Your assignment: Only lines holding the word "Auto" should be copied from the material.

Exercise materials:
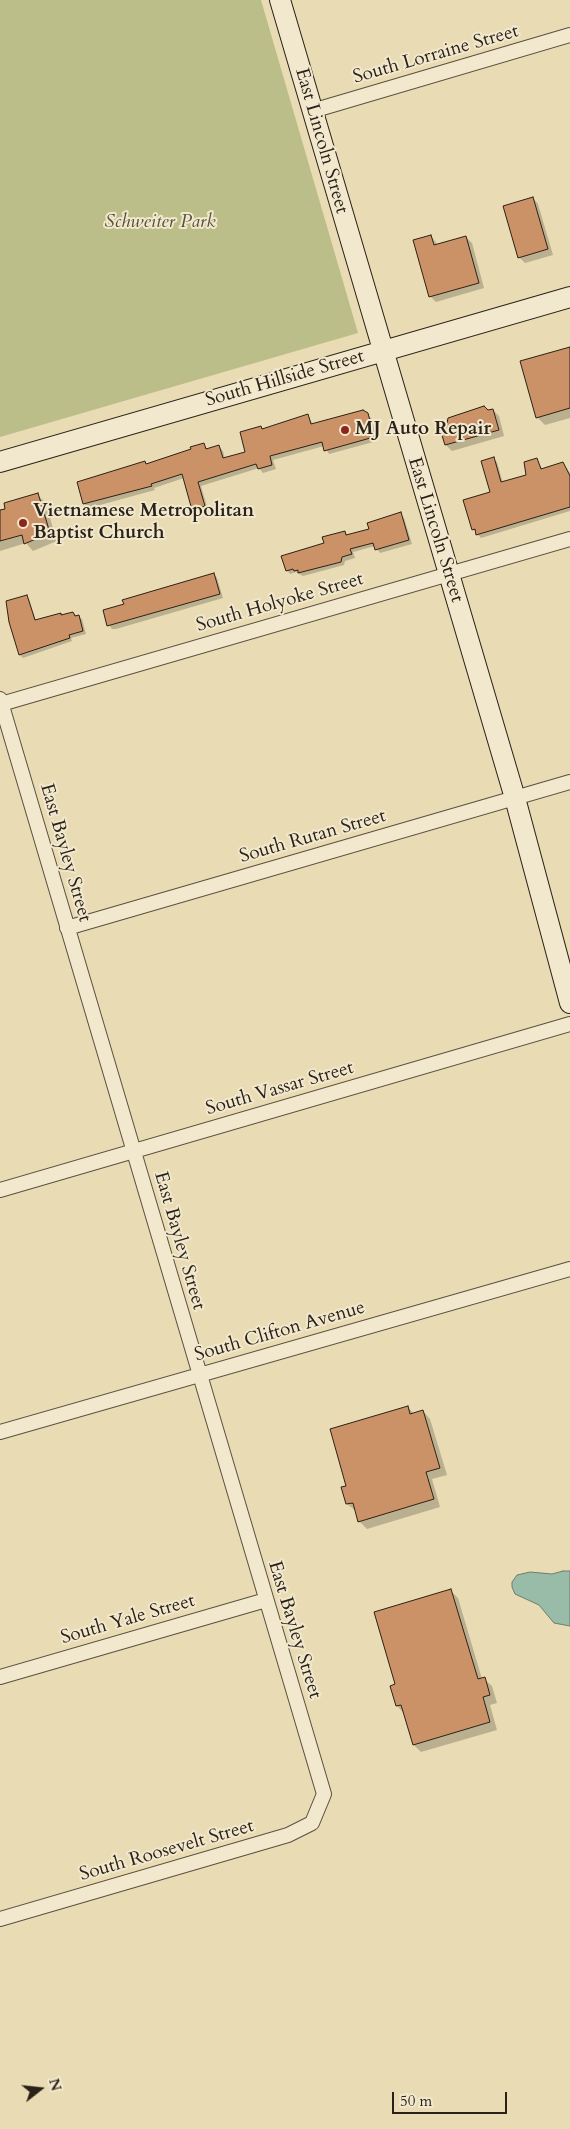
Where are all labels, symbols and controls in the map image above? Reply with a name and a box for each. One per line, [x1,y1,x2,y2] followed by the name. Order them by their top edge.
[351,20,521,90] street label: South Lorraine Street
[289,66,353,216] street label: East Lincoln Street
[104,212,216,234] park label: Schweiter Park
[203,345,367,413] street label: South Hillside Street
[355,419,491,441] place label: MJ Auto Repair
[339,424,351,436] marker: MJ Auto Repair
[402,455,468,605] street label: East Lincoln Street
[33,501,254,545] place label: Vietnamese Metropolitan Baptist Church
[17,517,29,529] marker: Vietnamese Metropolitan Baptist Church
[194,568,366,638] street label: South Holyoke Street
[34,781,96,925] street label: East Bayley Street
[237,805,389,869] street label: South Rutan Street
[204,1057,356,1121] street label: South Vassar Street
[148,1169,210,1313] street label: East Bayley Street
[192,1297,368,1367] street label: South Clifton Avenue
[262,1558,326,1702] street label: East Bayley Street
[58,1590,198,1650] street label: South Yale Street
[77,1815,257,1887] street label: South Roosevelt Street
[15,2064,65,2114] north arrow
[44,2076,66,2093] text: N
[395,2082,510,2114] scale bar
[400,2091,432,2111] text: 50 m

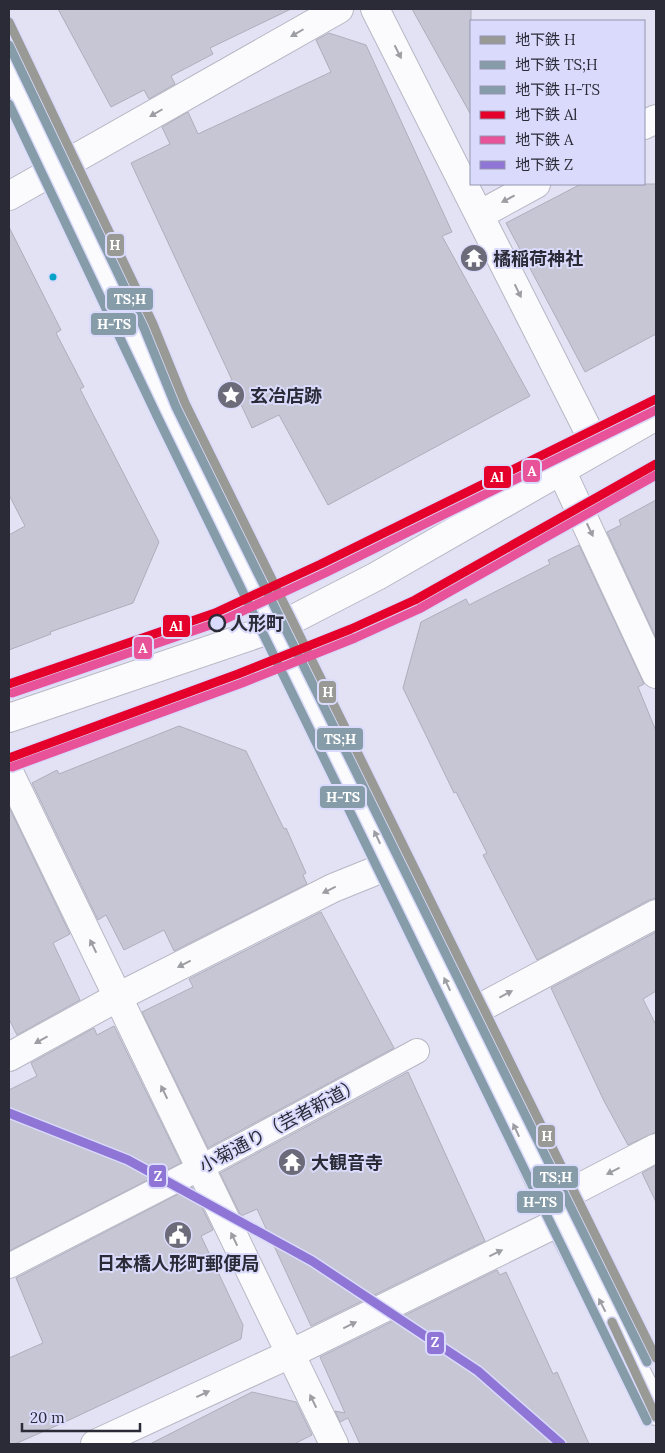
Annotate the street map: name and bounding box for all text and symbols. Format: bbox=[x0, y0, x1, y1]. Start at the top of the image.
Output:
legend bbox=[470, 20, 645, 185]
one-way arrow bbox=[289, 29, 304, 37]
text: 地下鉄 H bbox=[515, 30, 576, 49]
one-way arrow bbox=[394, 45, 402, 59]
text: 地下鉄 TS;H bbox=[515, 55, 598, 74]
text: 地下鉄 H-TS bbox=[515, 80, 600, 99]
text: 地下鉄 Al bbox=[515, 105, 577, 124]
one-way arrow bbox=[149, 109, 162, 118]
text: 地下鉄 A bbox=[515, 130, 574, 149]
text: 地下鉄 Z bbox=[515, 155, 573, 174]
one-way arrow bbox=[502, 194, 515, 203]
line badge: H bbox=[106, 233, 125, 257]
text: H bbox=[109, 236, 121, 254]
temple icon: 橘稲荷神社 bbox=[459, 243, 489, 273]
place label: 橘稲荷神社 bbox=[493, 247, 583, 270]
unlabelled marker bbox=[48, 272, 58, 282]
one-way arrow bbox=[514, 284, 522, 298]
line badge: TS;H bbox=[106, 287, 154, 311]
text: TS;H bbox=[114, 290, 146, 308]
line badge: H-TS bbox=[90, 312, 137, 336]
text: H-TS bbox=[97, 315, 131, 333]
place icon: 玄冶店跡 bbox=[216, 380, 246, 410]
place label: 玄冶店跡 bbox=[250, 384, 322, 407]
line badge: A bbox=[522, 459, 541, 483]
text: A bbox=[527, 462, 537, 480]
line badge: Al bbox=[483, 465, 512, 489]
text: Al bbox=[490, 468, 504, 486]
one-way arrow bbox=[587, 523, 595, 537]
place label: 人形町 bbox=[230, 612, 284, 635]
line badge: Al bbox=[162, 614, 191, 638]
marker: 人形町 bbox=[208, 614, 226, 632]
text: Al bbox=[169, 617, 183, 635]
line badge: A bbox=[133, 636, 153, 660]
text: A bbox=[138, 639, 148, 657]
line badge: H bbox=[318, 680, 337, 704]
text: H bbox=[322, 683, 334, 701]
line badge: TS;H bbox=[316, 727, 364, 751]
text: TS;H bbox=[324, 730, 356, 748]
line badge: H-TS bbox=[319, 785, 366, 809]
text: H-TS bbox=[326, 788, 360, 806]
one-way arrow bbox=[373, 830, 381, 844]
one-way arrow bbox=[322, 886, 336, 894]
one-way arrow bbox=[89, 939, 97, 953]
one-way arrow bbox=[177, 960, 191, 968]
one-way arrow bbox=[442, 976, 451, 991]
one-way arrow bbox=[498, 990, 513, 998]
one-way arrow bbox=[33, 1036, 48, 1044]
street label: 小菊通り（芸者新道） bbox=[195, 1073, 365, 1177]
one-way arrow bbox=[160, 1085, 168, 1099]
one-way arrow bbox=[512, 1123, 520, 1138]
line badge: H bbox=[537, 1124, 556, 1148]
text: H bbox=[541, 1127, 553, 1145]
temple icon: 大観音寺 bbox=[277, 1147, 307, 1177]
place label: 大観音寺 bbox=[311, 1151, 383, 1174]
line badge: Z bbox=[148, 1164, 167, 1188]
line badge: TS;H bbox=[532, 1165, 579, 1189]
text: Z bbox=[154, 1167, 162, 1185]
one-way arrow bbox=[606, 1167, 620, 1175]
text: TS;H bbox=[540, 1168, 572, 1186]
line badge: H-TS bbox=[516, 1190, 564, 1214]
text: H-TS bbox=[523, 1193, 557, 1211]
public building icon: 日本橋人形町郵便局 bbox=[163, 1220, 193, 1250]
one-way arrow bbox=[230, 1231, 239, 1246]
one-way arrow bbox=[489, 1249, 503, 1257]
place label: 日本橋人形町郵便局 bbox=[97, 1252, 259, 1275]
one-way arrow bbox=[598, 1298, 606, 1312]
one-way arrow bbox=[343, 1321, 357, 1329]
line badge: Z bbox=[426, 1331, 445, 1355]
text: Z bbox=[431, 1333, 439, 1351]
one-way arrow bbox=[196, 1390, 210, 1398]
one-way arrow bbox=[309, 1393, 317, 1408]
scale bar bbox=[22, 1400, 140, 1432]
text: 20 m bbox=[30, 1408, 65, 1427]

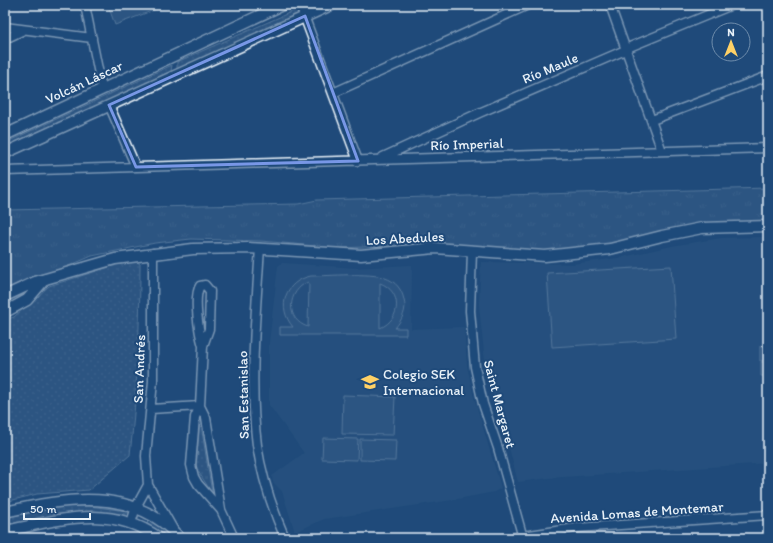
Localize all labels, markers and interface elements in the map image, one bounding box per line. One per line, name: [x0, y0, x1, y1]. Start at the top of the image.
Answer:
north arrow: [711, 22, 751, 62]
text: N: [727, 26, 735, 39]
street label: Río Maule: [520, 49, 581, 88]
street label: Volcán Láscar: [43, 57, 126, 108]
street label: Río Imperial: [430, 135, 504, 154]
street label: Los Abedules: [365, 228, 445, 249]
street label: San Andrés: [130, 334, 149, 404]
street label: San Estanislao: [234, 351, 253, 439]
street label: Saint Margaret: [480, 358, 519, 450]
place label: Colegio SEK Internacional: [383, 366, 464, 399]
school or university icon: Colegio SEK Internacional: [360, 372, 380, 392]
scale bar: [24, 495, 90, 521]
street label: Avenida Lomas de Montemar: [550, 498, 725, 527]
text: 50 m: [30, 502, 56, 516]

Worked solution:
[355,419,491,441] place label: MJ Auto Repair
[339,424,351,436] marker: MJ Auto Repair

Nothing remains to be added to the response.